** Task brief **
Here are some records; copy every line that holds the word "action".

######

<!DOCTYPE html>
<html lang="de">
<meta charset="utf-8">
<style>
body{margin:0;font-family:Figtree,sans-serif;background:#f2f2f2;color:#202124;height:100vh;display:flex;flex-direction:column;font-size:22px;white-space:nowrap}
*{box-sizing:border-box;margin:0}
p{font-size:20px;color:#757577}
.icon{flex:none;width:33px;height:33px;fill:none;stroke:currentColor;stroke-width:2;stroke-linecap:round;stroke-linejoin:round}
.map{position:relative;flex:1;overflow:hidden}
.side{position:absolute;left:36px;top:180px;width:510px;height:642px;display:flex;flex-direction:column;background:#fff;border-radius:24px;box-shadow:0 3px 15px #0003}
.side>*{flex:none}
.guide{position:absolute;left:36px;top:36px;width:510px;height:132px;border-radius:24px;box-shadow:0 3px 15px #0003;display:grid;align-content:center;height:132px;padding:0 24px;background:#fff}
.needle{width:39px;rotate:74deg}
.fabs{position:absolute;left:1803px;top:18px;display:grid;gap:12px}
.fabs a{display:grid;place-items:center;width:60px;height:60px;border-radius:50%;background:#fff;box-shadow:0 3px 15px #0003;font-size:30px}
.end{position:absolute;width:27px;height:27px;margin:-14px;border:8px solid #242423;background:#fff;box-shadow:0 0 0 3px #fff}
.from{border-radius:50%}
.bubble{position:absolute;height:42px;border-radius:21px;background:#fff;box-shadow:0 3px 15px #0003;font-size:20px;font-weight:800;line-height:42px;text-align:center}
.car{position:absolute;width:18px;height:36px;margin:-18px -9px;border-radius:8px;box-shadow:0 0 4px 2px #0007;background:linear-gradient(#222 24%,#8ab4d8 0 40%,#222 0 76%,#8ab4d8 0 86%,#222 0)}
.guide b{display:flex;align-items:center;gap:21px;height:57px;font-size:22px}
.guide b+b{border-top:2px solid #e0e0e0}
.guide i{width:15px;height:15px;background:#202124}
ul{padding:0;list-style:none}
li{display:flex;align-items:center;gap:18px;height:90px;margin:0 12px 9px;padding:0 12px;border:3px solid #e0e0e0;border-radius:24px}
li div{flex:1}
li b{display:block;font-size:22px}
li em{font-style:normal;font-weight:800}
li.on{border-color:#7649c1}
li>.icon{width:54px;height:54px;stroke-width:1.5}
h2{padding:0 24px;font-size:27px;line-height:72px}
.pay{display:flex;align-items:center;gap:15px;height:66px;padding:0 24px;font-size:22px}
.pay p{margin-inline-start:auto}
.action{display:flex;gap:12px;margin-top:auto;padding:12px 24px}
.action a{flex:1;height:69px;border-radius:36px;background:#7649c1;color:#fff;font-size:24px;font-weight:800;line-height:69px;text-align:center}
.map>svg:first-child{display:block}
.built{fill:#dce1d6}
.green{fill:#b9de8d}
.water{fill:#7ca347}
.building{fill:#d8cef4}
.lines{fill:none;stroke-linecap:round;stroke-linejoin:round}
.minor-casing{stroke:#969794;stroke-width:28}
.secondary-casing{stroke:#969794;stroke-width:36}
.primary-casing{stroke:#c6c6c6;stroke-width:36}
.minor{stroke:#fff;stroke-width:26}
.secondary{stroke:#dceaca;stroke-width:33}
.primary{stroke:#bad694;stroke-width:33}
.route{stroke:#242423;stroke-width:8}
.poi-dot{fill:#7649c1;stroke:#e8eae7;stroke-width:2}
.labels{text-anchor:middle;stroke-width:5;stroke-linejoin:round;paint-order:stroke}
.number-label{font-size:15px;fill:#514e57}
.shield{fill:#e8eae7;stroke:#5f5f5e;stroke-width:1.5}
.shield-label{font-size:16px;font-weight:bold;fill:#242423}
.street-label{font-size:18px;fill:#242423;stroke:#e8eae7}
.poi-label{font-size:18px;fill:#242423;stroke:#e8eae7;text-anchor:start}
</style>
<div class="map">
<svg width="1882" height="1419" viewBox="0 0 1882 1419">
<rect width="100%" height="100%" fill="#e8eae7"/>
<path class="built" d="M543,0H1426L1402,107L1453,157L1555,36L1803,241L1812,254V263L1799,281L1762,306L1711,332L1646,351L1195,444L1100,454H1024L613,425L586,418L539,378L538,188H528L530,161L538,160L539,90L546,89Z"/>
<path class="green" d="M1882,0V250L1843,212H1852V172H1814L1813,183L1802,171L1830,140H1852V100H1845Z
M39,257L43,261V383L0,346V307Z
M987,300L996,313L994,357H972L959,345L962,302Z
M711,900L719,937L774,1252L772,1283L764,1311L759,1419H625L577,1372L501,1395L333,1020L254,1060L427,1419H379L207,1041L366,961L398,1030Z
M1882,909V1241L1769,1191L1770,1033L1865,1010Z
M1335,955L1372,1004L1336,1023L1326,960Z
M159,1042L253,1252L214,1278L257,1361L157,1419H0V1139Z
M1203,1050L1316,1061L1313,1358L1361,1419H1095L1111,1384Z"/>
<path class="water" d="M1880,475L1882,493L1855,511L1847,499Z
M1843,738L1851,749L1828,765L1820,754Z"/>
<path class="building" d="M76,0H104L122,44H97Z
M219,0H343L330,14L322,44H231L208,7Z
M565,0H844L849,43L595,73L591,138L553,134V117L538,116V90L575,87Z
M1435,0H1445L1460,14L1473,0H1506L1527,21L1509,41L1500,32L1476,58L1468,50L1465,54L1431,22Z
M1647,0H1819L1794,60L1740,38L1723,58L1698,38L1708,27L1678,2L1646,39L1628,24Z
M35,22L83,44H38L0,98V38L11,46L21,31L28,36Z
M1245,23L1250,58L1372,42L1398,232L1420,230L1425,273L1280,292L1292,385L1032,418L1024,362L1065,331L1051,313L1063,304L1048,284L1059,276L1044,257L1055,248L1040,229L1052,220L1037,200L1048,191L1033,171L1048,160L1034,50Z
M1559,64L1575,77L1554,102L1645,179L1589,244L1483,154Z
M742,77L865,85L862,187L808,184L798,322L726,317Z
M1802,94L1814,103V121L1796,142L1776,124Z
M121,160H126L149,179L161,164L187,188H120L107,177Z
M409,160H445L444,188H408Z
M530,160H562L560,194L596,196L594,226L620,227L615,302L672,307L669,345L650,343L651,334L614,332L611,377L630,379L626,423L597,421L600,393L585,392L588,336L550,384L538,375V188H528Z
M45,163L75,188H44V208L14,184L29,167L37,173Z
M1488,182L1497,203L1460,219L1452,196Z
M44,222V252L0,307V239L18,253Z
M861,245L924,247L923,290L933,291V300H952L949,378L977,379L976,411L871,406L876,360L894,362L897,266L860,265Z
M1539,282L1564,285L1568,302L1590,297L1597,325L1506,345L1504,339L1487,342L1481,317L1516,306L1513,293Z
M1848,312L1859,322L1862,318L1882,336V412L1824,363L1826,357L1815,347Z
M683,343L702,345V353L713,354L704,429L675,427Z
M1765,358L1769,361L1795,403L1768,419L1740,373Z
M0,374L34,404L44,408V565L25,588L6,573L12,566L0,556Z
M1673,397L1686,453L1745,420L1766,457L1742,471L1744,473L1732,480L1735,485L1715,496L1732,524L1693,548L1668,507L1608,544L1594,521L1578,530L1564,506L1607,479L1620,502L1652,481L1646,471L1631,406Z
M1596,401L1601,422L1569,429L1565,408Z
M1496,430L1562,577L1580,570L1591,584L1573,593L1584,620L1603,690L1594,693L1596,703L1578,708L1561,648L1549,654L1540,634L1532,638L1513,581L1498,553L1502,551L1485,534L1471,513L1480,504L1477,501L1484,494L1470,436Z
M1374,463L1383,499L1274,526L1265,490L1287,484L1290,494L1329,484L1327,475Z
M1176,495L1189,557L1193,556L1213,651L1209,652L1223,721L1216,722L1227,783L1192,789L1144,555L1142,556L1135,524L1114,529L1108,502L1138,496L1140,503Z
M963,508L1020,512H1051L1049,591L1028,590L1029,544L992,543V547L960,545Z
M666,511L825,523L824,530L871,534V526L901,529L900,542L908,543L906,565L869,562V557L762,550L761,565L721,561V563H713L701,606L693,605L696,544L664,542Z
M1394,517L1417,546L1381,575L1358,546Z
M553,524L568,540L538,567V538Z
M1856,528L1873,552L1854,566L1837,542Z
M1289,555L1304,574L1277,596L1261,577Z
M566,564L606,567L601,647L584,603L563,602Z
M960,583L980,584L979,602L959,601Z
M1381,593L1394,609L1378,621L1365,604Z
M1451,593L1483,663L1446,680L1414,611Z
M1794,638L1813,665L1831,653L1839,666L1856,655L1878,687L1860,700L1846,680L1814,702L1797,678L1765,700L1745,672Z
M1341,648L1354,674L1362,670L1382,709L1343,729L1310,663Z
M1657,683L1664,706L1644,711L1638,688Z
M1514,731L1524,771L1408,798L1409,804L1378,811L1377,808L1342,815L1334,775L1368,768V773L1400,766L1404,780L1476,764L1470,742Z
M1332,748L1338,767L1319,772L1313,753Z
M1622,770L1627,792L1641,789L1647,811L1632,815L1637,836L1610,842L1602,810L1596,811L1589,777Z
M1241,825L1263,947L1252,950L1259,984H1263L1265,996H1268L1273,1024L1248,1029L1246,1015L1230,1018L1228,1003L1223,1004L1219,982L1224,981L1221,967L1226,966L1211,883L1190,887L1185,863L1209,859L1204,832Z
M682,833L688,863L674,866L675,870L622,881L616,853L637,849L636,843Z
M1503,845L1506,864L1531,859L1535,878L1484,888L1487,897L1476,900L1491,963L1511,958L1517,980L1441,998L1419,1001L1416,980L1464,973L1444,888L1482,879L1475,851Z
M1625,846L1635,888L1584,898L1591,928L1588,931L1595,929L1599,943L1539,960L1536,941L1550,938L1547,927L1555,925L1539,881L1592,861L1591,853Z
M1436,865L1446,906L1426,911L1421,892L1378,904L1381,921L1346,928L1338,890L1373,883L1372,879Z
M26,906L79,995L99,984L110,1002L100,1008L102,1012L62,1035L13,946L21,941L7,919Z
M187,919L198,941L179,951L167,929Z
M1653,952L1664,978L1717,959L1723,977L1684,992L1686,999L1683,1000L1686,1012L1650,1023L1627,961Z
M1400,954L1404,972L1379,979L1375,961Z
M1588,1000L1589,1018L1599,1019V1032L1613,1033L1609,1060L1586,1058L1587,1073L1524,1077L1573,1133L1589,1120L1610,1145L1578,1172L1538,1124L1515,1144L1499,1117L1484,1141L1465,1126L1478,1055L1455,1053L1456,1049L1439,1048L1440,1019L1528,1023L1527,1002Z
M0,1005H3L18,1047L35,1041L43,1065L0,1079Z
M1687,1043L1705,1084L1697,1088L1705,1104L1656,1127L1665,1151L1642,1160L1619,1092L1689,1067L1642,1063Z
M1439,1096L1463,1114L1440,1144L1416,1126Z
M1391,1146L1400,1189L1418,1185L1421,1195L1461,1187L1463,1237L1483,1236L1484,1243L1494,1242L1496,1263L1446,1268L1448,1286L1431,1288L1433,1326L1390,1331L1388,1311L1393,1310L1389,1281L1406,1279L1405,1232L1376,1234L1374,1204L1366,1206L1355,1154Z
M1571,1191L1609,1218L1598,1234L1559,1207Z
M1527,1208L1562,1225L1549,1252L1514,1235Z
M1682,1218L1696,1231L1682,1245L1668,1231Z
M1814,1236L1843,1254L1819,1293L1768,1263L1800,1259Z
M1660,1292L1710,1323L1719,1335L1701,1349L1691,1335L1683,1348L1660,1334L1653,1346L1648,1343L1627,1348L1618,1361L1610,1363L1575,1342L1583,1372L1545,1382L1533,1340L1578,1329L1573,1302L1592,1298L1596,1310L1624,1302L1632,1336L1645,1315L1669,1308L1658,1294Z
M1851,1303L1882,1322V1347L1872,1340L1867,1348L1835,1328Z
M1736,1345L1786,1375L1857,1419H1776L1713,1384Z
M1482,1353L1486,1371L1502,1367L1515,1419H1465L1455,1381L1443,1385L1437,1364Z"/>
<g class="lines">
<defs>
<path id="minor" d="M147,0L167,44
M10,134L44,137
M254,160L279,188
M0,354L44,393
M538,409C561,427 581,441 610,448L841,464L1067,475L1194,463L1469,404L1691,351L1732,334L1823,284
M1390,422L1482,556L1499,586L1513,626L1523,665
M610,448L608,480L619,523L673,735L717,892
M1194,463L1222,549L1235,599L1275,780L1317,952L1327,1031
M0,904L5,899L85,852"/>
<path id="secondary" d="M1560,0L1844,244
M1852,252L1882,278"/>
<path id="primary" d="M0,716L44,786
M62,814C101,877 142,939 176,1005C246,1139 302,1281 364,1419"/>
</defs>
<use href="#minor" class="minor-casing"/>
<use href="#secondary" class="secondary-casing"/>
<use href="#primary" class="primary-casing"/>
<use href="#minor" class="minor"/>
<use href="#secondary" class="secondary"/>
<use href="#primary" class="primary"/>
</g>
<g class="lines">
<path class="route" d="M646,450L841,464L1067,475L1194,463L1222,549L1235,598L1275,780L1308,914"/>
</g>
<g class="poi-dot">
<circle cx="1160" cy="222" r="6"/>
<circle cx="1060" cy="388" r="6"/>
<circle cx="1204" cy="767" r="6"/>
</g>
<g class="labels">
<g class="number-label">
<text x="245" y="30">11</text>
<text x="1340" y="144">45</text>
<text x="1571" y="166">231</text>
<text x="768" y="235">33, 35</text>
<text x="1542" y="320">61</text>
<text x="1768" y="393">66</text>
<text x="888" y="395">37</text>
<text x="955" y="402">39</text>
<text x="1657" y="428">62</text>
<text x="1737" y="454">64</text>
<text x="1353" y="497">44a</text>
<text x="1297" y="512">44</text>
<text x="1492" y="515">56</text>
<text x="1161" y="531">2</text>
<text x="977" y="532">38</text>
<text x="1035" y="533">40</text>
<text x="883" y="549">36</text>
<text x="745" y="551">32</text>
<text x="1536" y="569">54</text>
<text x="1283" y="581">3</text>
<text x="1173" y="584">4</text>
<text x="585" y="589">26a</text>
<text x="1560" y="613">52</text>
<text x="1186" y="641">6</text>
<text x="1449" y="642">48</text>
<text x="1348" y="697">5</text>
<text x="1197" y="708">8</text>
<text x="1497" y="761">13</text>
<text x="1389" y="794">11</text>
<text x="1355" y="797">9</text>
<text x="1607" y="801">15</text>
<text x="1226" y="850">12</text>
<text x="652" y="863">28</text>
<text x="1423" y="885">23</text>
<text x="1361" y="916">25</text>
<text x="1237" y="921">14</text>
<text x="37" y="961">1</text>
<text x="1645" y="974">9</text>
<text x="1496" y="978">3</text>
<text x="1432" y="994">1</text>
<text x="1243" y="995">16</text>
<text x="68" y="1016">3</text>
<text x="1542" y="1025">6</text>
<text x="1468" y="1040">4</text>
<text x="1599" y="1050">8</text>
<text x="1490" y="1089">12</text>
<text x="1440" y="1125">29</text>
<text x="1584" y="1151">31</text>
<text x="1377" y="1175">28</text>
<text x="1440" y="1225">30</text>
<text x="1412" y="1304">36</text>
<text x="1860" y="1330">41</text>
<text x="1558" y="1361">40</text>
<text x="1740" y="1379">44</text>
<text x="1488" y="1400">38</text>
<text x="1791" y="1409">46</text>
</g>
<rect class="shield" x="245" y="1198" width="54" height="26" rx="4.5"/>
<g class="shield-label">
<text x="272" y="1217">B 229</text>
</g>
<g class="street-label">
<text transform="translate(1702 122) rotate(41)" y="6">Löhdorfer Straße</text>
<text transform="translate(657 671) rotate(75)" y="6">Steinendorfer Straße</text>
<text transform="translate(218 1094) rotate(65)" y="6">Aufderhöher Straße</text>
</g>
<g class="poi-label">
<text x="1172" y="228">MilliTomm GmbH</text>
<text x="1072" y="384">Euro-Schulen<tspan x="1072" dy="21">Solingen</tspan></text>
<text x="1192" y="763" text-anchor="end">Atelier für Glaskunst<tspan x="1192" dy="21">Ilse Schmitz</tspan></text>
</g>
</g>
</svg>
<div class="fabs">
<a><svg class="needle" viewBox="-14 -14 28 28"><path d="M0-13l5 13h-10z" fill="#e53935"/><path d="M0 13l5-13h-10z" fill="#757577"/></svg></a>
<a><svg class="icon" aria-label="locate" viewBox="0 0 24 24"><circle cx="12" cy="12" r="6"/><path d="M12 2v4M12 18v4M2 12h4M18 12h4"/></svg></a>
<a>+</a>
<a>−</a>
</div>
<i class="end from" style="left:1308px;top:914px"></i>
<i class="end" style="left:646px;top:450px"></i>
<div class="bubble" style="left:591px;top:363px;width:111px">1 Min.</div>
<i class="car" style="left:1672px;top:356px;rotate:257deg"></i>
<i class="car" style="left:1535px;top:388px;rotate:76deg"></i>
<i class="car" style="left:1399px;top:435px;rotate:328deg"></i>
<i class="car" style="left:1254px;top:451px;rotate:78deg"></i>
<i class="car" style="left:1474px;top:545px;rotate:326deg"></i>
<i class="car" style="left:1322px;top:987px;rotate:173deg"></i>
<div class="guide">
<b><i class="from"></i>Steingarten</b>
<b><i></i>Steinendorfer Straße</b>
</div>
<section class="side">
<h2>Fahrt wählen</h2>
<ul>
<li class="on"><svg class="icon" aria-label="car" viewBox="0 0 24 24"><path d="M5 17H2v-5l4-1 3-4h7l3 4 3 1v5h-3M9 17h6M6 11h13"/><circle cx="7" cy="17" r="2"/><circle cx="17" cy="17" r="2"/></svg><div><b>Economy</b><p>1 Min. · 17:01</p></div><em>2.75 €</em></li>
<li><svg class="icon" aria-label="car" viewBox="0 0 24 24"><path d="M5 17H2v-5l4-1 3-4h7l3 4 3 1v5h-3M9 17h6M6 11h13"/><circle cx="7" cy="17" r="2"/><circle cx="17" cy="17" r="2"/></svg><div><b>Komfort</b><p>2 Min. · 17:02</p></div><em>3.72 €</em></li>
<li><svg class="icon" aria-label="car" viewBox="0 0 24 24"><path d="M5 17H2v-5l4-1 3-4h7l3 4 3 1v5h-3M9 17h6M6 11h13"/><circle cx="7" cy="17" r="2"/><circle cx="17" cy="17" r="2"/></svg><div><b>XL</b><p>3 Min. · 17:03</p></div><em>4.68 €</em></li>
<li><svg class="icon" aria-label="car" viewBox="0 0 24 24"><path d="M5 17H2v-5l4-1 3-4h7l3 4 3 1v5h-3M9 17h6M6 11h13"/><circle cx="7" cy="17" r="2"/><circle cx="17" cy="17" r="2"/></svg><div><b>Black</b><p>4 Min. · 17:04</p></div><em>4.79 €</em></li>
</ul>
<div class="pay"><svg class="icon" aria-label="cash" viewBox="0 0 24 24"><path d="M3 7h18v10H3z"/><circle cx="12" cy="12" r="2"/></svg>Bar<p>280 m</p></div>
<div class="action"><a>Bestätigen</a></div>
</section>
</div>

######

** Response box **
.action{display:flex;gap:12px;margin-top:auto;padding:12px 24px}
.action a{flex:1;height:69px;border-radius:36px;background:#7649c1;color:#fff;font-size:24px;font-weight:800;line-height:69px;text-align:center}
<div class="action"><a>Bestätigen</a></div>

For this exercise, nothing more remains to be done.